Vor einem Jahr prangerten Leslie Franke und Herdolor Lorenz in »Der marktgerechte Patient« die Missstände unseres Gesundheitssystems an. Wo Zeit Geld ist, hieß damals ihr Fazit, leidet vor allem die Qualität. In »Der marktgerechte Mensch« weitet das rührige Duo nun den Blick aufs große Ganze. Wo Arbeit prekär ist und die Zukunft immer weniger planbar, lautet diesmal die Quintessenz, gerät das soziale Gefüge in gefährliche Schieflage.

Beispiele dafür gibt es viele – bei den Fahrradkurieren etwa, mit denen der weitläufige Interviewreigen beginnt, in der Textilbranche und inzwischen auch im Wissenschaftsbetrieb. Die Maxime, wonach Leistung und Einsatzbereitschaft automatisch zum Erfolg führen, gilt in diesen Berufszweigen schon lange nicht mehr. An die Stelle von tariflich organisierter Arbeit und einem verantwortungsvollen Miteinander von Arbeitgebern und Beschäftigten sind Zeit- und Werkverträge getreten, Leiharbeit, Jobs auf Abruf. Wie aber sollen Arbeitnehmer ihre Biografien planen, wenn sie nicht mal wissen, wie viele Stunden ihnen der Algorithmus für die kommende Woche zuteilen wird?

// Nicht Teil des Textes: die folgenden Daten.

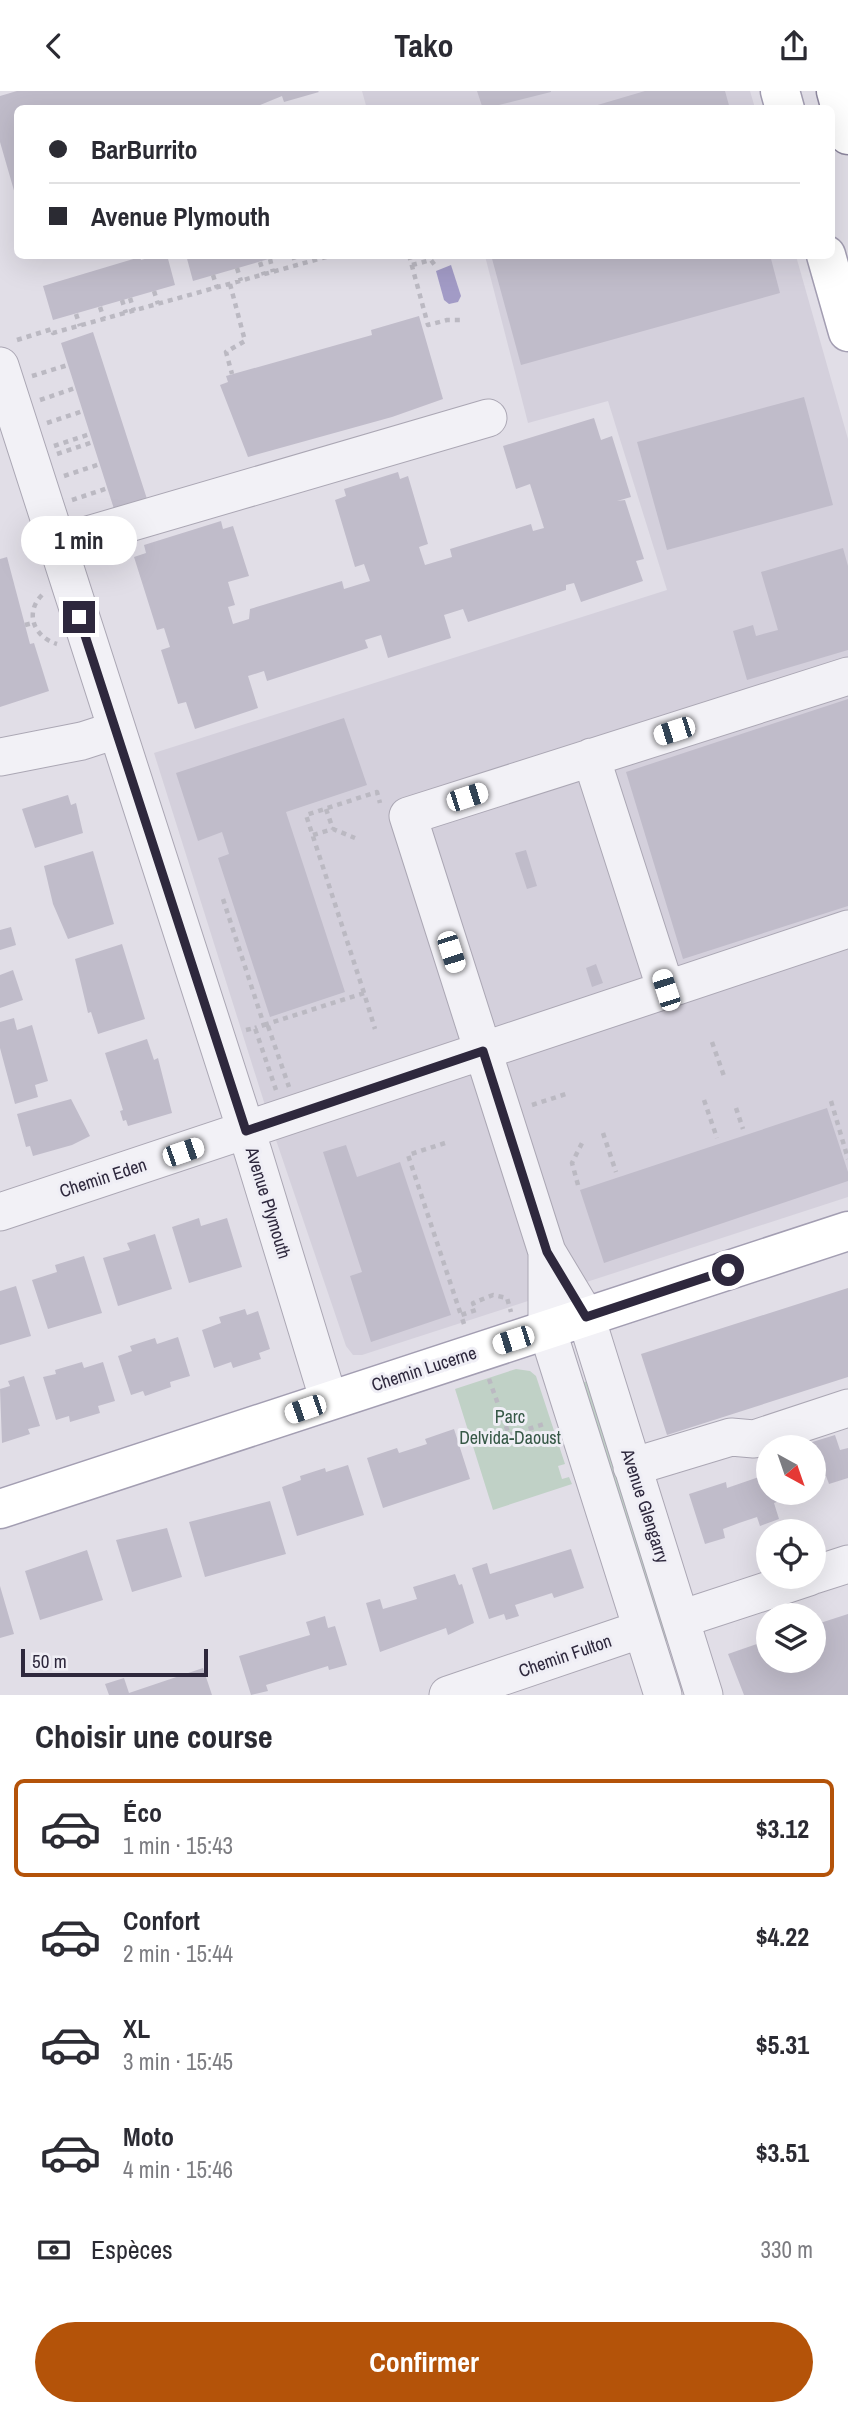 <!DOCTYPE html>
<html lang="fr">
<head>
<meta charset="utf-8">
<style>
	body { margin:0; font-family:"Archivo Narrow",sans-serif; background:#f2f2f3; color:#2b2b33; height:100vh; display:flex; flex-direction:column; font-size:26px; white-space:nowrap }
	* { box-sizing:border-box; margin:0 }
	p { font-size:23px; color:#7c7c81 }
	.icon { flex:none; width:38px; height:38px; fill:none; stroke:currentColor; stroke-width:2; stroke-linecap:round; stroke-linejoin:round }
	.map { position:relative; height:1604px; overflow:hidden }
	.details { display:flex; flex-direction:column; background:#fff; flex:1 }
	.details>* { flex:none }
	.guide { position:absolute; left:14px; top:14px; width:821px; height:154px; border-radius:10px; box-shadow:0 7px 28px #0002; display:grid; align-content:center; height:154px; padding:0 35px; background:#fff }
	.needle { width:46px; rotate:140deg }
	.controls { position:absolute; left:756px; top:1344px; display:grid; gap:14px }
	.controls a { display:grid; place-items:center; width:70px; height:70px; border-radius:50%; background:#fff; box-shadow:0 7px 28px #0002; font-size:35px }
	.scale { position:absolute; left:21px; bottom:18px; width:187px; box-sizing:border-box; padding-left:7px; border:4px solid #2e283d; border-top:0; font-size:19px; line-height:24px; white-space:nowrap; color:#2e283d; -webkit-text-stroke:5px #efeef5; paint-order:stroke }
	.end { position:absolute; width:32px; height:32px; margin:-16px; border:9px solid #2e283d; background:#fff; box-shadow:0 0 0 4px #fff }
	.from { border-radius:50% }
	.bubble { position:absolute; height:49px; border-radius:24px; background:#fff; box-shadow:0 7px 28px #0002; font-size:23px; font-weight:700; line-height:49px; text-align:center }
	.car { position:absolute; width:21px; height:42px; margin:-21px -10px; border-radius:9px; box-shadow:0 0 5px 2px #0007; background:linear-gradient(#fff 24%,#345 0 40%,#fff 0 76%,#345 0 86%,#fff 0) }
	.guide b { display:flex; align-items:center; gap:24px; height:66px; font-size:26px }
	.guide b+b { border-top:2px solid #e1e1e2 }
	.guide i { width:18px; height:18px; background:#2b2b33 }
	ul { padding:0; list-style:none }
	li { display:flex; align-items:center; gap:21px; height:98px; margin:0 14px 10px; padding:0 21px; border:4px solid transparent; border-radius:10px }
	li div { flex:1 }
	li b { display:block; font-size:26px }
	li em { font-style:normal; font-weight:700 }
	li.on { border-color:#b45309 }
	li>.icon { width:63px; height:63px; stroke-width:1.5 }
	h2 { padding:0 35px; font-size:32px; line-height:84px }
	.pay { display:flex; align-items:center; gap:18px; height:77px; padding:0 35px; font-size:26px }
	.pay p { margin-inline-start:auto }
	.action { display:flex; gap:14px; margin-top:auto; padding:14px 35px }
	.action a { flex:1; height:80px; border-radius:42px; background:#b45309; color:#fff; font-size:28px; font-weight:700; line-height:80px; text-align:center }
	header { display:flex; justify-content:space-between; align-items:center; height:91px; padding:0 35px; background:#fff; font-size:32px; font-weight:700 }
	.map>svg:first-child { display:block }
	.built { fill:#d4d0dc }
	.green { fill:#c0d1c6 }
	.water { fill:#a29bc6 }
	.building { fill:#c0bcca }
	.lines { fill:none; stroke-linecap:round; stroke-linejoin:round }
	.minor-casing { stroke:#aba7b4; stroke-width:39 }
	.major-casing { stroke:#a39eb2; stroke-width:41 }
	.highway-casing { stroke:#8c869d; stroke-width:41 }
	.path { stroke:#bbb9c2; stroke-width:4.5; stroke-dasharray:5 5; stroke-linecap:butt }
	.minor { stroke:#f2f1f6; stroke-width:37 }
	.major { stroke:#fff; stroke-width:38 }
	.highway { stroke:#fff; stroke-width:38 }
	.route { stroke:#2e283d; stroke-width:9 }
	.labels { text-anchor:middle; stroke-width:6; stroke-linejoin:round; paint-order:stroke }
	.street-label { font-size:18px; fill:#2e283d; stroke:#efeef5 }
	.park-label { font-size:18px; fill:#365846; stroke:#efeef5 }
</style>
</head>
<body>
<header><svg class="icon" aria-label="back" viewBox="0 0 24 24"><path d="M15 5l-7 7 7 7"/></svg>Tako<svg class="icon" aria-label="share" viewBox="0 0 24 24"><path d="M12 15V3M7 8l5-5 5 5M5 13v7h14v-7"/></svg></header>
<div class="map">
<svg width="848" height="1604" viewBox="0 0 848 1604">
	<rect width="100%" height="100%" fill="#e1dee7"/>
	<path class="built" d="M362 0H750L755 17 367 18Z
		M485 165H796L848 348V1106L362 1264H353L346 1255 275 1046 154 662 667 499 608 310 528 332Z"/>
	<path class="green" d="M516 1278 530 1280 536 1285 565 1373 558 1375 562 1388 569 1386 572 1393 493 1419 455 1298Z
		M587 1290 670 1549 661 1552 580 1293Z"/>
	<path class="water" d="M451 174 461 205 458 211 449 213 444 209 436 180Z"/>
	<path class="building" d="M17 0H318L319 1 284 11 282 5 250 18H18L17 110 0 51V5Z
		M477 0H551V1L483 18Z
		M645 0H725L730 18H584Z
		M159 164H167L175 194 53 229 43 195 140 166 141 169Z
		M186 164H278L279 165 193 190Z
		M491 164H770L780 202 521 274Z
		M419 225 443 308 392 326 248 366 220 294 228 291 226 285 372 244 371 239Z
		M93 241 147 408 114 418 61 252Z
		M804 306 833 414 667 459 637 351Z
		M594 327 601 349 612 345 631 406 617 410 625 409 644 468 636 470 643 490 581 511 574 492 566 494V499L468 531 463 518 444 524 451 547 388 567 381 544 365 549 368 557 267 590 264 580 248 585 258 617 195 638 186 611 178 613 161 559 170 556 164 537 157 539 134 466 146 462 144 454 221 430 223 438 233 435 249 485 228 491 235 514 228 516 233 533 249 528 250 518 342 490 344 498 370 490 364 473 355 476 335 409 346 405 344 398 398 381 400 388 408 385 428 453 419 456 425 474 452 466 450 458 531 433 533 440 544 437 530 393 516 398 503 355Z
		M843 457 848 475V559L747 589 733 540 753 534 756 545 778 539 761 481Z
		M7 466 30 553 34 552 49 600 0 616V468Z
		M848 608V815L683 868 626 681Z
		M344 627 367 694 286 721 345 901 270 926 218 767 229 763 222 741 198 750 176 682Z
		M68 704 71 714 76 712 83 742 35 757 22 718Z
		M526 759 537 795 527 798 515 762Z
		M93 760 114 833 68 848 53 813 44 775Z
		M11 836 16 854 0 859V839Z
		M122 853 145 928 98 943 91 921 88 922 75 868Z
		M596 873 603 892 592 896 586 877Z
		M13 879 23 909 0 917V884Z
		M14 927 17 939 32 934 48 990 35 994 38 1006 15 1013 0 957V931Z
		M147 948 154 969 158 967 172 1022 128 1035 126 1029 123 1030 120 1020 123 1019 105 962Z
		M71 1008 90 1045 72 1054 33 1065 30 1055 26 1056 17 1023Z
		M827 1017 848 1081V1090L604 1172 580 1099Z
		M346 1054 357 1086 400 1071 451 1224 371 1251 350 1185 362 1181 323 1061Z
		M199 1127 201 1135 227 1127 242 1176 189 1192 172 1136Z
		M155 1143 172 1198 118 1215 103 1167 130 1159 127 1152Z
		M84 1165 102 1222 48 1238 32 1189 57 1181 55 1174Z
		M16 1195 31 1245 0 1254V1200Z
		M848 1197V1286L667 1344 641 1263Z
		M245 1218 247 1224 258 1220 270 1258 259 1262 261 1268 233 1277 231 1271 214 1277 202 1239 221 1232 219 1226Z
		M178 1246 190 1285 170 1291 171 1296 145 1305 143 1300 131 1304 118 1265 132 1260 130 1255 155 1247 157 1253Z
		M82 1271 84 1277 103 1271 115 1310 98 1315 100 1322 70 1331 69 1325 56 1329 43 1286 56 1283 55 1279Z
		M24 1285 40 1335 28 1338 30 1343 2 1352 0 1298 10 1295 8 1290Z
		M454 1338 470 1388 383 1417 367 1367 397 1357 399 1362 427 1353 425 1348Z
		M835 1344 840 1359 848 1357V1387L829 1393 826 1385 814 1389V1356H796Z
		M768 1365V1402H792L793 1405 774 1412 779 1428 760 1435 757 1426 739 1432 723 1438 725 1447 705 1453 689 1403 726 1391 727 1397 765 1384 760 1368Z
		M348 1374 364 1424 297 1445 282 1396 301 1389 300 1385 325 1377 326 1381Z
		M270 1410 286 1463 205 1486 189 1431Z
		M167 1437 182 1486 132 1501 116 1449Z
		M571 1458 584 1497 554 1507 552 1502 515 1514 519 1525 506 1529 504 1523 489 1528 472 1477 487 1472 490 1483Z
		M87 1459 103 1509 40 1529 25 1480Z
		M455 1483 459 1494 462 1493 474 1532 448 1544 446 1537 380 1561 366 1512 380 1508 383 1518 417 1508 413 1496Z
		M0 1495 14 1543 0 1547Z
		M848 1523V1604H744L728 1563 768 1549V1570H814V1534Z
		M325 1525 328 1537 335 1535 347 1574 329 1579 328 1575 266 1594 268 1600 251 1604 239 1565 310 1544 306 1531Z
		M203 1577 212 1604H109L105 1593 124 1587 129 1602Z"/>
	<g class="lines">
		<g class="minor-casing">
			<path id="minor" d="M0 275 253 1061 329 1310
				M57 453 488 327
				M0 666 82 650 116 639
				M591 666 666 899
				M0 1121 848 838
				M547 1161V1238L663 1604
				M632 1376 731 1346 754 1348 848 1317
				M814 1484 848 1473
				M681 1528 809 1486
				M448 1604 642 1538
				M704 1604 586 1226 547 1161 408 725 848 585"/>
		</g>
		<g class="major-casing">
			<path id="major" d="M780 0 785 18
				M826 164 848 241
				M0 1418 848 1140"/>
		</g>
		<g class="highway-casing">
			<path id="highway" d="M836 0 848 44"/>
		</g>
		<path class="path" d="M293 164 296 175
			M409 164 428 234 447 229H460
			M270 168 273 181
			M260 171 264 184
			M412 174 431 169 437 177
			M237 177 241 190
			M213 184 217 197
			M230 193 245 250 226 261 232 283
			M154 200 158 213
			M130 207 134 220
			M122 209 126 222
			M100 216 104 228
			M76 223 80 235
			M17 249 52 238 53 242 333 164
			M32 285 68 274
			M40 309 75 297
			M47 332 83 320
			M54 355 90 343
			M57 363 93 351
			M64 385 100 373
			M72 409 108 397
			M42 504C24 522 34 546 57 553
			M25 534 33 532
			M326 718 333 738
			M313 744 333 738 355 747
			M223 808 264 934 255 937
			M364 902 306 724 377 701 380 712
			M264 934 364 902 375 938
			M268 935 289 996
			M246 939 255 937 276 999
			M712 951 725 988
			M704 1009 717 1047
			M831 1010 848 1068
			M532 1014 569 1002
			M736 1017 743 1038
			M603 1042 616 1081
			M445 1052 408 1064 461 1224
			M578 1094 572 1072 584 1048
			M464 1233 461 1224 476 1219 473 1212 493 1204 507 1207 511 1221
			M489 1288 509 1344 547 1332"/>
		<use href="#minor" class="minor"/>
		<use href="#major" class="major"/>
		<use href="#highway" class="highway"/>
	</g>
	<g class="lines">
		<path class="route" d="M79 526 246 1040 483 960 547 1161 586 1226 728 1179"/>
	</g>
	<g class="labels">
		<g class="street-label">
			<text transform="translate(103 1087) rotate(-18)" y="6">Chemin Eden</text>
			<text transform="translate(268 1112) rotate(73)" y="6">Avenue Plymouth</text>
			<text transform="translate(424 1278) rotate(-18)" y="6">Chemin Lucerne</text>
			<text transform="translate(645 1415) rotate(72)" y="6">Avenue Glengarry</text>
			<text transform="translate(565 1565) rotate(-19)" y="6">Chemin Fulton</text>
		</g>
		<g class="park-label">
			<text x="510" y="1332">Parc<tspan x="510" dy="21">Delvida-Daoust</tspan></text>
		</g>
	</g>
</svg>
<div class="controls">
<a><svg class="needle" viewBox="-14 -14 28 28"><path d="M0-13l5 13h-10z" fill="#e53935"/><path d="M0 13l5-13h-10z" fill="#7c7c81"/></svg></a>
<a><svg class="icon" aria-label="locate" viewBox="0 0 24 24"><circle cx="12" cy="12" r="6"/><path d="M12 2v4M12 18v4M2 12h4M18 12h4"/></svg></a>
<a><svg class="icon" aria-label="layers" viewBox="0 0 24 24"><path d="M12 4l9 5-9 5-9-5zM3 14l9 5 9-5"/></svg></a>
</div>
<div class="scale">50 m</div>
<i class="end from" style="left:728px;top:1179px"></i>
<i class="end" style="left:79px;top:526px"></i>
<div class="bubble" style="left:21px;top:425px;width:116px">1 min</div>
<i class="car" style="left:674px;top:640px;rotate:252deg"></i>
<i class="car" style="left:467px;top:706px;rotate:72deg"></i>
<i class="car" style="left:451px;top:861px;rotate:162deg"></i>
<i class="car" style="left:666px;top:899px;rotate:342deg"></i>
<i class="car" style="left:183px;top:1061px;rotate:71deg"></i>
<i class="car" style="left:513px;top:1249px;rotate:252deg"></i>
<i class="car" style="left:305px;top:1318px;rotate:251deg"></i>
<div class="guide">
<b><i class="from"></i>BarBurrito</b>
<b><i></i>Avenue Plymouth</b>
</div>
</div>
<section class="details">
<h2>Choisir une course</h2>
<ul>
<li class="on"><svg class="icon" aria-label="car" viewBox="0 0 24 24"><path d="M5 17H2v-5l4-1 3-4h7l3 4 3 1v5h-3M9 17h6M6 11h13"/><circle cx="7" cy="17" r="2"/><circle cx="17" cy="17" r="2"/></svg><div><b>Éco</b><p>1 min · 15:43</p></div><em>$3.12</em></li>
<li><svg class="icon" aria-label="car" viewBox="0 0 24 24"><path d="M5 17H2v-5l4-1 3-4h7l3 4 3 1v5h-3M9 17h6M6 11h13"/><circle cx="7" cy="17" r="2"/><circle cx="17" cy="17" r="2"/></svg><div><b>Confort</b><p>2 min · 15:44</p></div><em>$4.22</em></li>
<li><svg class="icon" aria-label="car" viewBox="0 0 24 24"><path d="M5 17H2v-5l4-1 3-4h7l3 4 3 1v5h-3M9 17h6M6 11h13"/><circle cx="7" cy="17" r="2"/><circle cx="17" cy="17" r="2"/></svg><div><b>XL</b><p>3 min · 15:45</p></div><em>$5.31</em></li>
<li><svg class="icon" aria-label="car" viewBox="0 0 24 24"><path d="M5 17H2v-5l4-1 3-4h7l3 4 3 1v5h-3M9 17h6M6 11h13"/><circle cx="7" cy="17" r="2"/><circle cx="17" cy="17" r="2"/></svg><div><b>Moto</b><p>4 min · 15:46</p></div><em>$3.51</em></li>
</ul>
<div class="pay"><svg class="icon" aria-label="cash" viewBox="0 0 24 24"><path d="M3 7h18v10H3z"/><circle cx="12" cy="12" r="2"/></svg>Espèces<p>330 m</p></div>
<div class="action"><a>Confirmer</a></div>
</section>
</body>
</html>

Obwohl man wisse, dass es allen so gehe, sagt ein Uni-Lehrbeauftragter, habe man das Gefühl, man wäre allein. Die Vereinzelung ist das große Thema von »Der marktgerechte Mensch«. Sie kommt im schnell wachsenden Freelancertum zum Ausdruck, aber auch in den Trends zur körperlichen und spirituellen Selbstoptimierung. Und selbstverständlich in der Abhängigkeit vom Smartphone. Wenn aber die meisten nur noch als Einzelkämpfer unterwegs sind, leidet die Solidarität. Vom marktgerechten Menschen bis zum marktgerechten Patienten ist es da nur noch ein kleiner Schritt.

In handwerklicher Hinsicht ist dieser mit Crowdfunding-Mitteln entstandene »Film von unten« einfach gestrickt. Was ihm an ästhetischer Vision fehlen mag, macht er jedoch mit Herzblut wett. Ans Ende setzen Franke und Lorenz einige positive Beispiele – utopische Gegenentwürfe, die auf sozialverträgliche Arbeit setzen.